– «Милое создание...» – повторил Сэм.
– Уж не стихи ли это? – перебил отец.
– Нет, – ответил Сэм.
– Очень рад это слышать, – сказал мистер Уэллер. – Стихи ненатуральная вещь. Никто не говорит стихами, разве что приходский сторож, когда он является за святочным ящичком
[106]
, или уорреновская вакса
[107]
да ролендовское масло
[108]
, а не то какой-нибудь плаксивый парень. Никогда не опускайся до поэзии, мой мальчик! Начинай сначала, Сэмми!
Мистер Уэллер взял трубку с видом критическим и глубокомысленным, а Сэм начал снова и прочитал следующее:
– «Милое создание, я чувствую себя обмоченным...»
– Это неприлично, – сказал мистер Уэллер, вынимая изо рта трубку.
– Нет, это не «обмоченный», – заметил Сэм, поднося письмо к свечке, – это «озабоченный», но тут клякса. «Я чувствую себя озабоченным».
– Очень хорошо, – сказал мистер Уэллер. – Валяй дальше.
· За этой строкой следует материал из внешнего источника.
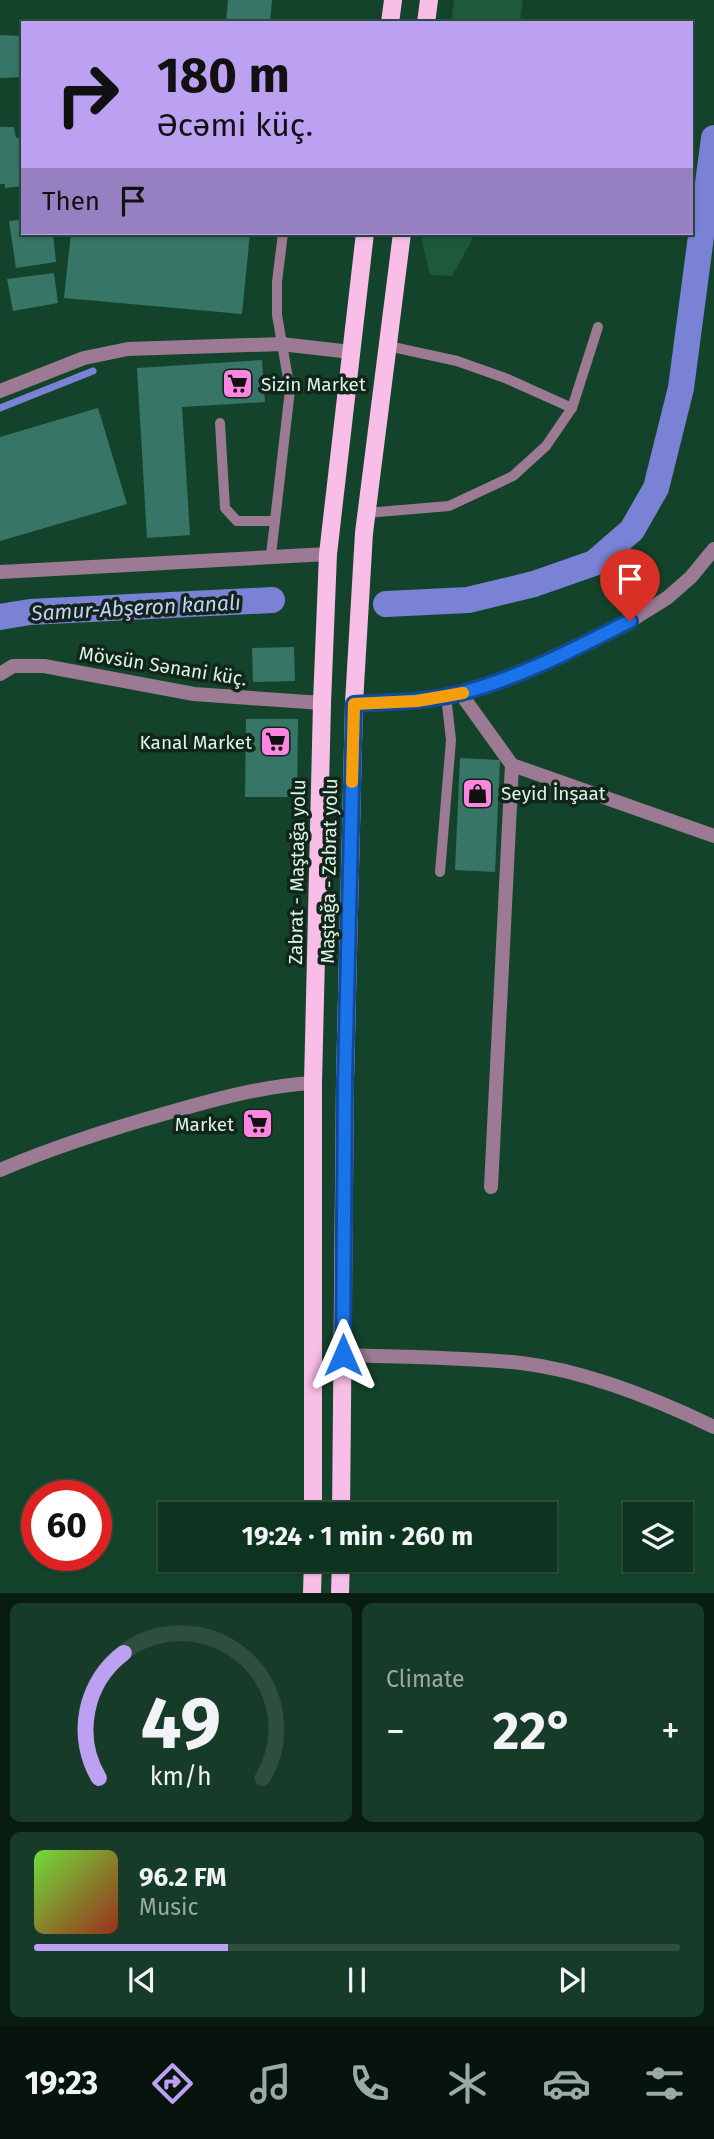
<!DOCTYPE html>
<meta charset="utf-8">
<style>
body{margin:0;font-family:"Fira Sans",sans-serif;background:#173b29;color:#f1f3f6;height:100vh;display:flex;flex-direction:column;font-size:26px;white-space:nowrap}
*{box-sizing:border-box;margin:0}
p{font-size:23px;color:#9baaa5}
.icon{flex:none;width:38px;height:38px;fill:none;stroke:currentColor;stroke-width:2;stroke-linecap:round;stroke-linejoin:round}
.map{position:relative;height:1593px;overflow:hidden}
.sheet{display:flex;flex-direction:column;gap:10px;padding:10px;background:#081c12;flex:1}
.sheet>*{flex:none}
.banner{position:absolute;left:21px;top:21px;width:672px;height:214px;border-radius:0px;box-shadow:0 2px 5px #0004,0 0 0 2px #2e4e3e;background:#bca0f2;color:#111;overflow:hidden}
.buttons{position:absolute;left:623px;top:1502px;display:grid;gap:14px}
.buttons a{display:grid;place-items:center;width:70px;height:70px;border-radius:0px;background:#0e3320;box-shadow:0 2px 5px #0004,0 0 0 2px #2e4e3e;font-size:35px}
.speed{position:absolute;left:21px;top:1480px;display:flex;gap:14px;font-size:35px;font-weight:700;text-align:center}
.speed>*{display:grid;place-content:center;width:91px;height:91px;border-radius:50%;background:#0e3320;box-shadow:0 2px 5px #0004,0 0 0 2px #2e4e3e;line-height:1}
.speed .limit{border:10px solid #d22;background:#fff;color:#111}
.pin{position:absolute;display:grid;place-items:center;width:60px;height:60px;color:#fff;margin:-72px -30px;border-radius:50% 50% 50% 0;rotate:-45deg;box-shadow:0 0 7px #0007}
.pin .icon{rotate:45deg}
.me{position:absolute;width:77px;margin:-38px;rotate:0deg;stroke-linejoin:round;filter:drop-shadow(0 0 5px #0008)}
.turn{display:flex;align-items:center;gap:24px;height:147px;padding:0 21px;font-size:32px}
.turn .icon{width:91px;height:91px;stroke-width:2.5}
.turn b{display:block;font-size:49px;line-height:60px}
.then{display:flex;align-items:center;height:66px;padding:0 21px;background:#0003;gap:14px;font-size:26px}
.big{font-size:52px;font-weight:700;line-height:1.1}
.sheet .tile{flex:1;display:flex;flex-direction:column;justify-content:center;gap:10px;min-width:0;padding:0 24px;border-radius:10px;background:#173b29}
.sheet .dial{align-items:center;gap:0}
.dial svg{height:182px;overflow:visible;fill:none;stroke:#2e4e3e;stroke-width:7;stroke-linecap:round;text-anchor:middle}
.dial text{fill:#f1f3f6;stroke:none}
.song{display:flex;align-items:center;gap:21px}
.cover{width:84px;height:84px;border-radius:10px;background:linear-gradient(135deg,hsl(100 70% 55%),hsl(10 70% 35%))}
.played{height:7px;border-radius:4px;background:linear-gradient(90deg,#bca0f2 30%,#2e4e3e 30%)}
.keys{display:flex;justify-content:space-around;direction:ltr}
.heat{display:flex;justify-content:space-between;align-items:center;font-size:38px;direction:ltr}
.sheet .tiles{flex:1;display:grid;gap:10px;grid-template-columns:1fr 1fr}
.tile:last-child{grid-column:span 2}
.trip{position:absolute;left:158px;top:1502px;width:399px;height:70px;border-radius:0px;background:#0e3320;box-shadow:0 2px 5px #0004,0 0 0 2px #2e4e3e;font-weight:700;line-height:70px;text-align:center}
.tab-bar{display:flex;height:112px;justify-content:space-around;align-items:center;background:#06140d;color:#9baaa5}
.tab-bar .icon{width:49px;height:49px}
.tab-bar .on{color:#bca0f2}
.tab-bar b{font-size:32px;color:#f1f3f6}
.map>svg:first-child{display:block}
.green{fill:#1c5a3a}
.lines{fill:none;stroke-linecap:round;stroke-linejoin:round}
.stream{stroke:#7982d5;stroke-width:7}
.canal{stroke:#7982d5;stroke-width:26}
.building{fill:#377567}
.service{stroke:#9d7a93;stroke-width:10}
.minor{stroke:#9d7a93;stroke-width:14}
.tertiary{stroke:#9d7a93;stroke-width:14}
.primary{stroke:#f8bee7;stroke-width:18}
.route-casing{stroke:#114b97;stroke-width:18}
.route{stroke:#1a73e8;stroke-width:12}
.slow{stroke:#f59e0b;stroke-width:12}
.labels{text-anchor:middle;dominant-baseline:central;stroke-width:7;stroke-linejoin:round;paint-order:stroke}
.poi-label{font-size:19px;fill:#dcf5e4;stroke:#12251a;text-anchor:start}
.street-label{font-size:19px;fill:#dcf5e4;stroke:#12251a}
.water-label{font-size:21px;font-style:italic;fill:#c8cffb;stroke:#12251a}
</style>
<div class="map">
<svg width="714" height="1593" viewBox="0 0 714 1593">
<rect width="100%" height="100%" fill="#13442b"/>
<g class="green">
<polygon points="454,0 523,0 520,23 451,23"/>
<polygon points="423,233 473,233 472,240 452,276 430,275 422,241"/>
</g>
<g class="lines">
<polyline class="stream" points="0,408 93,371"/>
<g class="canal">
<polyline points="386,604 468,600 534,584 594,563 632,530 656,488 681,388 714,138"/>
<polyline points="0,617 30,612 272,600"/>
</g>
</g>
<g class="building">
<polygon points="228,0 272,0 270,23 226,23"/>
<polygon points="0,35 23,36 23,77 0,78"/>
<polygon points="0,127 14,127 16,138 23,138 23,186 5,188 5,184 0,184"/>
<polygon points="23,219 23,233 53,233 56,262 16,268 9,221"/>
<polygon points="71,233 250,233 242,314 64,298"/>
<polygon points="54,273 58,303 13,311 7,279"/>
<polygon points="262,360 265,402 182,407 190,535 147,538 137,368"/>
<polygon points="98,408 127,504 0,541 0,437"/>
<polygon points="294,647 295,681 253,682 252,648"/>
<polygon points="246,719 298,719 297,797 245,797"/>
<polygon points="460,758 500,760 495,872 455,870"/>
</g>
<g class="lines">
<g class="service">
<polyline points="388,346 457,361 505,378 572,408"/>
<polyline points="220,423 225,508 237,521 275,521"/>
<polyline points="366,513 449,506 513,476 546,446 572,408 598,327"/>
<polyline points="271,555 290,390 277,315 277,282 283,233"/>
<polyline points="440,872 451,740 446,696"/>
</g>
<g class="minor">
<polyline points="0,391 84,358 128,349 281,344 351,352"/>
<polyline points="0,572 328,554"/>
<polyline points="0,674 13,666 44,666 194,694 322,703"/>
<polyline points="461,694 512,765 714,836"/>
<path d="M0,1170C54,1147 110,1129 167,1113C216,1099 262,1086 313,1083"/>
<polyline points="491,1187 512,765"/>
<path d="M343,1355C402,1357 462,1357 521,1363C587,1371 654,1398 714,1427"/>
</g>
<polyline class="tertiary" points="354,703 417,701 461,694 508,678 630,621 667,598 691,577 714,549"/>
<g class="primary">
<polyline points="390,23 393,0"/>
<polyline points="426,23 429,0"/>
<polyline points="313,1514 313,1083 322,703 328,554 365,233"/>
<polyline points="341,1514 345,1080 354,703 364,533 402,233"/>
<polyline points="312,1593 313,1559"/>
<polyline points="340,1593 341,1559"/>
</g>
</g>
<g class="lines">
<defs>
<path id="route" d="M343,1355L345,1080L354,704C390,702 426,702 461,693C520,678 576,648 630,621"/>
</defs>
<use href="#route" class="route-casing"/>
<use href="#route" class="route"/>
<polyline class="slow" points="352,782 354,704 417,701 463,693"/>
</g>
<defs>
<symbol id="supermarket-square" viewBox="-11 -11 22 22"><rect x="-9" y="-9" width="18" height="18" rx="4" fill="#fe85e0" stroke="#12251a"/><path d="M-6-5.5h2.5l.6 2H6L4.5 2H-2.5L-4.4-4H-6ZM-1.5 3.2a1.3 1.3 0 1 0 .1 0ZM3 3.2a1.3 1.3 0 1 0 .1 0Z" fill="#111"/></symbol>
<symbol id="shop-square" viewBox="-11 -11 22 22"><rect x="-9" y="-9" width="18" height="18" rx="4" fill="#fe85e0" stroke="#12251a"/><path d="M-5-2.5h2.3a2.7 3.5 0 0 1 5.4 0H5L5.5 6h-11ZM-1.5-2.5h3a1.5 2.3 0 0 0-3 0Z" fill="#111"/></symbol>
</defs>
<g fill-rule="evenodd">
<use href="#supermarket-square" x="220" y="366" width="35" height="35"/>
<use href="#supermarket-square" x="258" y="724" width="35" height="35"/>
<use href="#shop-square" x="460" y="776" width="35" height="35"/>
<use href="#supermarket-square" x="240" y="1106" width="35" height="35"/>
</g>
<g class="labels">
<g class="poi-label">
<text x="261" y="384">Sizin Market</text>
<text x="252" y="742" text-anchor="end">Kanal Market</text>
<text x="501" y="793">Seyid İnşaat</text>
<text x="234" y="1124" text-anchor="end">Market</text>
</g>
<g class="street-label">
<text transform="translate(163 666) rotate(9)">Mövsün Sənani küç.</text>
<text transform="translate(329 871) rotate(-89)">Maştağa - Zabrat yolu</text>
<text transform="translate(297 872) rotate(-89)">Zabrat - Maştağa yolu</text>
</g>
<g class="water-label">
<text transform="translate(136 608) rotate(-3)">Samur-Abşeron kanalı</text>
</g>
</g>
</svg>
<div class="buttons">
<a><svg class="icon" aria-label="layers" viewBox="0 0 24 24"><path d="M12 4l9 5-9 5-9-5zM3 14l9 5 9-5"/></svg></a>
</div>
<div class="speed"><div class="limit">60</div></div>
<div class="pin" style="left:630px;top:621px;background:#d93025"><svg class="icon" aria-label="arrive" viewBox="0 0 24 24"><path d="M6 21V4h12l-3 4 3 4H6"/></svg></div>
<svg class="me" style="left:343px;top:1355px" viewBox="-20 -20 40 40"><path d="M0-17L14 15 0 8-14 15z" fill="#1a73e8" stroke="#fff" stroke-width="4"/></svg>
<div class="trip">19:24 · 1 min · 260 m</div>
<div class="banner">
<div class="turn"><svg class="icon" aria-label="right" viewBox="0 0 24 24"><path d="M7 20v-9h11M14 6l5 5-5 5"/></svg><div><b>180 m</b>Əcəmi küç.</div></div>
<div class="then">Then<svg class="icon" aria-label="arrive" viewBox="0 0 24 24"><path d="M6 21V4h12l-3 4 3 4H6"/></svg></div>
</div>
</div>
<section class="sheet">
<div class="tiles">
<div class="tile dial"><svg viewBox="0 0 100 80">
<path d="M14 69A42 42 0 1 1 86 69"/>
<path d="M14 69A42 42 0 0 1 25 14" stroke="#bca0f2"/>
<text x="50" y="56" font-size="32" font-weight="700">49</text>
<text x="50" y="72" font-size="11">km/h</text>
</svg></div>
<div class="tile"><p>Climate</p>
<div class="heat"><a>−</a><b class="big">22°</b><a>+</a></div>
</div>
<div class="tile">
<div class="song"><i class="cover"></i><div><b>96.2 FM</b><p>Music</p></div></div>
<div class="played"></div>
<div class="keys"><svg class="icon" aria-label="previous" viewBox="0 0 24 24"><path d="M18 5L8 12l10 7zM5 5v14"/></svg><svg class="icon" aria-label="pause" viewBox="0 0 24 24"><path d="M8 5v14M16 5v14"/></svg><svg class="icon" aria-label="next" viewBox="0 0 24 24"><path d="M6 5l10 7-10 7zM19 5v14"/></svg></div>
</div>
</div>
</section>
<nav class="tab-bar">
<b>19:23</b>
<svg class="icon on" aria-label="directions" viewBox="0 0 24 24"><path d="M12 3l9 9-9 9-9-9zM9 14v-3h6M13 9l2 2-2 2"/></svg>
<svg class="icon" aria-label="music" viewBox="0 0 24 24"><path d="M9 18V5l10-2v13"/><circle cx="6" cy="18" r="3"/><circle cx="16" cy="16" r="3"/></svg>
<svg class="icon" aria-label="phone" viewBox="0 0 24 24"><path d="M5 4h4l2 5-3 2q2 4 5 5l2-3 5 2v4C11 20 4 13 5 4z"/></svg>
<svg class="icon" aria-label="climate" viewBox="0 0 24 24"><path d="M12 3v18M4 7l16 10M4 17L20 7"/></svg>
<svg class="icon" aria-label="car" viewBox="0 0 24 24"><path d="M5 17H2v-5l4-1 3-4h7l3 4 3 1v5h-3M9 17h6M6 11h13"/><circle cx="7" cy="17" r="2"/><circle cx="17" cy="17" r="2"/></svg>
<svg class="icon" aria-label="filters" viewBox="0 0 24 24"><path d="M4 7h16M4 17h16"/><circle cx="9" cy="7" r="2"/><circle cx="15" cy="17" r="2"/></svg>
</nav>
– «Я чувствую себя озабоченным и совершенно одур...» Забыл, какое тут стоит слово, – сказал Сэм, почесывая голову пером и тщетно пытаясь припомнить.
– Так почему же ты не посмотришь, что там написано? – полюбопытствовал мистер Уэллер.
– Да я и смотрю, – ответил Сэм, – но тут еще одна клякса. Вот «о», а вот «д» и «р».
– Должно быть, «одураченным», – сказал мистер Уэллер.
– Нет, это не то, – сказал Сэм, – «одурманенным» – вот оно что.
– Это слово не так подходит, как «одураченный», – серьезно заметил мистер Уэллер.
– Вы думаете? – осведомился Сэм.
– Куда уж там! – откликнулся отец.
– А вам не кажется, что в нем смысла больше? – спросил Сэм.
– Ну, пожалуй, оно понежней будет, – подумав, сказал мистер Уэллер. – Валяй дальше, Сэмми.
– «...чувствую себя озабоченным и совершенно одурманенным, обращаясь к вам, потому что вы славная девушка, и конец делу».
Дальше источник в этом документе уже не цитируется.